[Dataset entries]
--
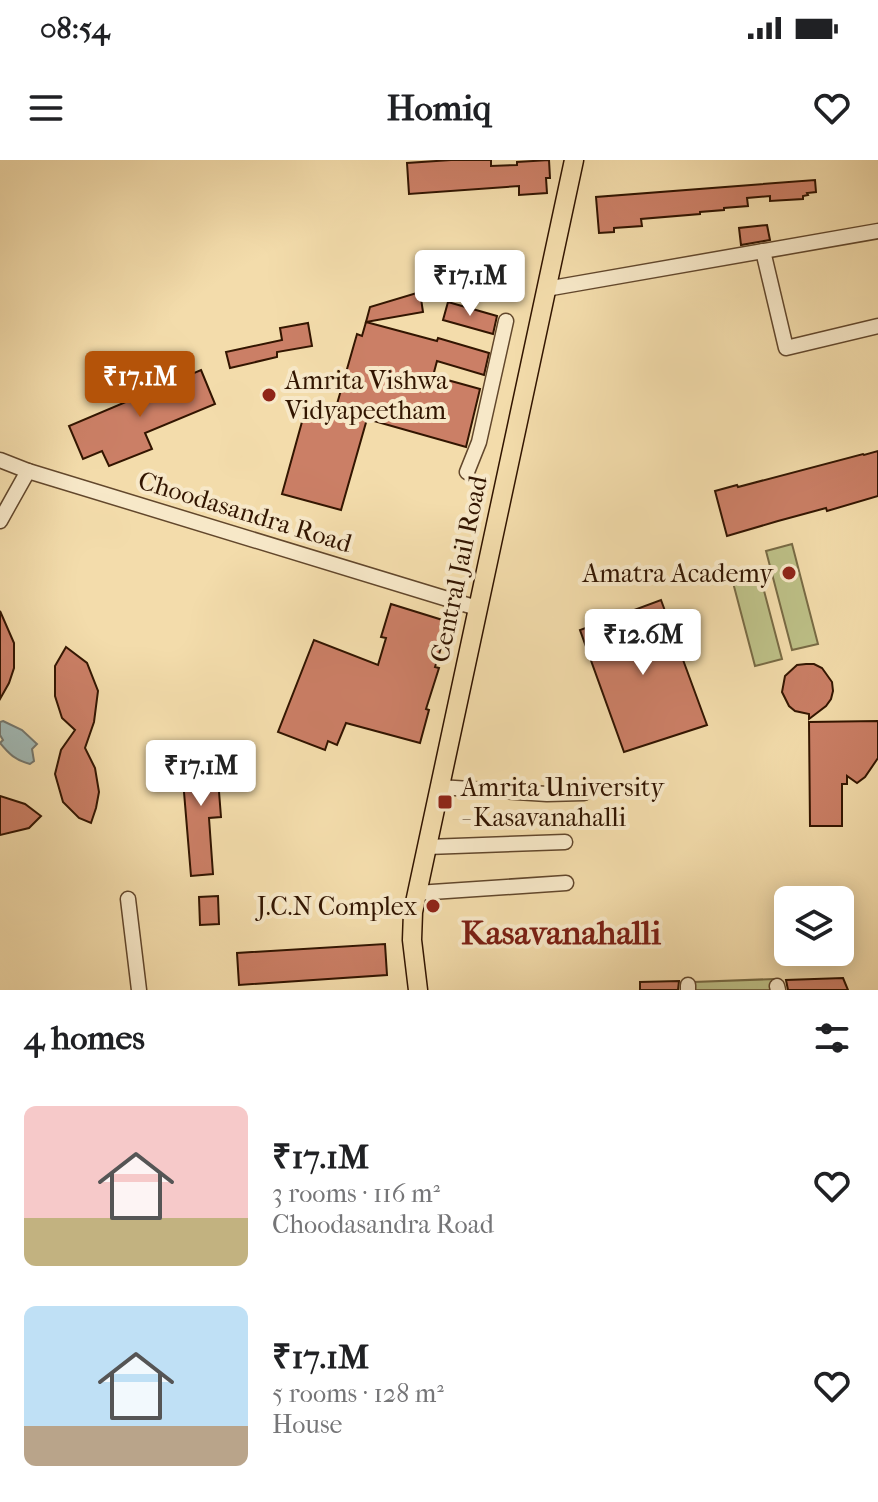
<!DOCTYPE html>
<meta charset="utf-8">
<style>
body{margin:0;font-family:"IM FELL French Canon",serif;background:#f6f6f6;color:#202124;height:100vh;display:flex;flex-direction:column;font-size:30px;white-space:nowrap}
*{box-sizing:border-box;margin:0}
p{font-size:26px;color:#757577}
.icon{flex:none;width:44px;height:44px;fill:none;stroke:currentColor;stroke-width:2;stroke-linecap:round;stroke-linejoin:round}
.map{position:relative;height:830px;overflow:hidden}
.details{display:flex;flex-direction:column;background:#fff;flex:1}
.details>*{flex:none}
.tools{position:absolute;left:774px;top:726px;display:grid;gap:16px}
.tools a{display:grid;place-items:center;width:80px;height:80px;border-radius:12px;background:#fff;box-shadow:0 4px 20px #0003;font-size:40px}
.price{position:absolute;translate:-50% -68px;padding:0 18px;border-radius:8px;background:#fff;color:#222;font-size:26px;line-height:52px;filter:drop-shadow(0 2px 4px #0008)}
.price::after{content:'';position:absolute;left:50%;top:48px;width:24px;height:18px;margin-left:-12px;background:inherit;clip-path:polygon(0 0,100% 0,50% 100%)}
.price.active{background:#b45309;color:#fff}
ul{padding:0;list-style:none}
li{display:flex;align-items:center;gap:24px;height:200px;padding:0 24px}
li span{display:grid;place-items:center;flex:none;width:224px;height:160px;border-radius:12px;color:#555}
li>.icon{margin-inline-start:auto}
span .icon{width:96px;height:96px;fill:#fffc;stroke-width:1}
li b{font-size:34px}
h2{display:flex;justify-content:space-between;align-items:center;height:96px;padding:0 24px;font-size:34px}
.status{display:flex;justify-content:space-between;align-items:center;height:56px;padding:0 40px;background:#fff;direction:ltr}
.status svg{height:22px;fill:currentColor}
header{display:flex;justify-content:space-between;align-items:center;height:104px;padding:0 24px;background:#fff;font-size:36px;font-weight:800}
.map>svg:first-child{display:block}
.green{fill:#bdc087;stroke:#786a44;stroke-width:2}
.water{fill:#a1b9b5;stroke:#75776d;stroke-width:2}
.building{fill:#cb7f66;stroke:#321501;stroke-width:2}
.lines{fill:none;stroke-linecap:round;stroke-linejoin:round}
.minor-casing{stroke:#62472c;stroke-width:17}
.major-casing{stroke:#321501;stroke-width:21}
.minor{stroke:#f7e8c8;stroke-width:14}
.major{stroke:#f3dcab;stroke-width:18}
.poi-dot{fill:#8f2418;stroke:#f7e8c8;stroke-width:3}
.labels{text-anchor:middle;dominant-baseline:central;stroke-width:8;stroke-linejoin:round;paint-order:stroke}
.poi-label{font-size:26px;fill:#321501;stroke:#f7e8c8;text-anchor:start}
.street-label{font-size:26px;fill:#321501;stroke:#f7e8c8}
.district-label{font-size:34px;font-weight:bold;fill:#7a1f14;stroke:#f7e8c8}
</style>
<div class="status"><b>08:54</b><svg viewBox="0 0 49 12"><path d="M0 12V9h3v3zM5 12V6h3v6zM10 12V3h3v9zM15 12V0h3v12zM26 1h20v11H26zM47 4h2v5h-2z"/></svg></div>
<header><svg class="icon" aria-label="menu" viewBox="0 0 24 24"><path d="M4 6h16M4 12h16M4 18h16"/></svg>Homiq<svg class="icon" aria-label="heart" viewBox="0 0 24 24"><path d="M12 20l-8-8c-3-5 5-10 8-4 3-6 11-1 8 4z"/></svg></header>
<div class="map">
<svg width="878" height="830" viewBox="0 0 878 830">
<rect width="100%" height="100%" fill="#f3dcab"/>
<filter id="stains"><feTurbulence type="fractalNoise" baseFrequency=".0025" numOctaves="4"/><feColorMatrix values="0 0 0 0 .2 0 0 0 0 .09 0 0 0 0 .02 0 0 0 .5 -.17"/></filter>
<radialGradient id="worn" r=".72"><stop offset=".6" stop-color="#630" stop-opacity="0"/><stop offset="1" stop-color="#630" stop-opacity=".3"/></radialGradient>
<g class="green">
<polygon points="792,384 818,484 792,490 766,391"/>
<polygon points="758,408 782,499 755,506 731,415"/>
<polygon points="774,819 775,830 695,830 694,822"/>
</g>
<path class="water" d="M3,561L22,570L37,584L32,589L34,601L30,604C15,600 9,594 0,583L3,580L0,575V562Z"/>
<g class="building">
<polygon points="451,0 491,0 491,6 517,5 517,2 549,0 550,18 546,18 547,33 519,35 519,26 409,34 407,3"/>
<polygon points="815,20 816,32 807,33 808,35 803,36 803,39 770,41 770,36 747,38 748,46 724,48 724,50 700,52 700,54 641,59 642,66 614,68 614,72 599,73 596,37"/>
<polygon points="767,65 770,80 741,85 739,68"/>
<polygon points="420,132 423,152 366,162 370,147"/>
<polygon points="448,142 497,156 493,174 443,160"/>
<polygon points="366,162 437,181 438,178 489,193 484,215 437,201 433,216 480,229 466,287 367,259 341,350 282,334 305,251 333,258 357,174 362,176"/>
<polygon points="308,163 312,186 277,192 277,197 230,208 226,192 282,180 280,168"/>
<polygon points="201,210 215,244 145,273 152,289 109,306 102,291 83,299 69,266"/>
<polygon points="878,291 878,336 827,351 826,348 778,361 727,376 715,331 737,325 738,327 863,294 864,295"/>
<polygon points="661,440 707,565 624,592 580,470"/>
<polygon points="391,444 449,462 435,507 439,508 426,549 429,550 420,583 346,563 337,585 328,581 325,590 278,572 314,480 378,505 386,478 381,477"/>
<polygon points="0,451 14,483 14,508 9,523 0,539"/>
<polygon points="66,487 87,503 98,531 94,562 85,588 95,608 99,632 96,648 91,663 79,658 63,642 55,614 61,590 75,570 62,558 55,536 55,506"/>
<polygon points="806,504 814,504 822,508 832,522 833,531 831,539 826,546 809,559 809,554 795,551 789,546 782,532 785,516 797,505"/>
<polygon points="878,561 878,598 865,617 857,623 847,616 847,624 842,624 842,666 810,666 809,562"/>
<polygon points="216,593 221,657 209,658 213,714 191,716 181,596"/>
<polygon points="0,636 25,644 41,656 29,668 0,675"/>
<polygon points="218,736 219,764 200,765 199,737"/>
<polygon points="385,784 387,815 239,825 237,793"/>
<polygon points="843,818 848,830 788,830 786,820"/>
<polygon points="679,821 678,830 640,830 640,822"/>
</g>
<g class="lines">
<g class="minor-casing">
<g id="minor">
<polyline points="763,91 786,188 878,166"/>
<polyline points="546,129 878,71"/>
<polyline points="0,300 28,311 477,448"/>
<polyline points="467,312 479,282 506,161"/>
<polyline points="0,361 28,311"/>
<polyline points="439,627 547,634 584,633"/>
<polyline points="427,687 565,682"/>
<polyline points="417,733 566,723"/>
<polyline points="128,739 139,830"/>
<polyline points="688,825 688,830"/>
<polyline points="777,826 778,830"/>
</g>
</g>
<g class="major-casing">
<polyline id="major" points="418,830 412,780 413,752 574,0"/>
</g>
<use href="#minor" class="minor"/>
<use href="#major" class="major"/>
</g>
<g class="poi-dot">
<circle cx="269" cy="235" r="8"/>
<circle cx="789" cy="413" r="8"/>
<rect x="437" y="634" width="16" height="16" rx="4"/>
<circle cx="433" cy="746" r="8"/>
</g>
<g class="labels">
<g class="poi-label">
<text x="285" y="220">Amrita Vishwa<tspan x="285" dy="30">Vidyapeetham</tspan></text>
<text x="773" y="413" text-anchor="end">Amatra Academy</text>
<text x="461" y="627">Amrita University<tspan x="461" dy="30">- Kasavanahalli</tspan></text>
<text x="417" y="746" text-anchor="end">J.C.N Complex</text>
</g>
<g class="street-label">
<text transform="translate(245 352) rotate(17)">Choodasandra Road</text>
<text transform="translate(459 409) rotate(-78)">Central Jail Road</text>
</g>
<g class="district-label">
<text x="561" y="773">Kasavanahalli</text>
</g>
</g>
<rect width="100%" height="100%" filter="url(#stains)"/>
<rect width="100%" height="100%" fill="url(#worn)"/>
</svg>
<div class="tools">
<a><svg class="icon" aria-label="layers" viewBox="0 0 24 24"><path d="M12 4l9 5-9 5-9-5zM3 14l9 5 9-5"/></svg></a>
</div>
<b class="price" style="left:470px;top:158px">₹17.1M</b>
<b class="price active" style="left:140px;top:259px">₹17.1M</b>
<b class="price" style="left:643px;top:517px">₹12.6M</b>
<b class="price" style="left:201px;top:648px">₹17.1M</b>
</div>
<section class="details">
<h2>4 homes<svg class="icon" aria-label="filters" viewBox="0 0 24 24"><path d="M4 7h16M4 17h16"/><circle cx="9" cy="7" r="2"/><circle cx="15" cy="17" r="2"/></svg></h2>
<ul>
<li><span style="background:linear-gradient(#f6c9c9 70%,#c2b280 0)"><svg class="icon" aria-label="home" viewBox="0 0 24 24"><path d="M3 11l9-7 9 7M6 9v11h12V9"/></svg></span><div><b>₹17.1M</b><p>3 rooms · 116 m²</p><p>Choodasandra Road</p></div><svg class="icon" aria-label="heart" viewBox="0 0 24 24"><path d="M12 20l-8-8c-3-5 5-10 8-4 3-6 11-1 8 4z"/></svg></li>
<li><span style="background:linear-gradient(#bfe0f5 75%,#b9a48a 0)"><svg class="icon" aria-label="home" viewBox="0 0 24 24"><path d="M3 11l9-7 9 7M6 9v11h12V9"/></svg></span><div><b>₹17.1M</b><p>5 rooms · 128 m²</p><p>House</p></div><svg class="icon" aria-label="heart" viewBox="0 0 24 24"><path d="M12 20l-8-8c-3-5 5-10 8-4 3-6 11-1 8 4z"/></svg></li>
</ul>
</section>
--
### WORK INSTRUCTION:
For the word "linejoin", report how many lines of the records contain it; respond with the number only.

### ANSWER AREA:
3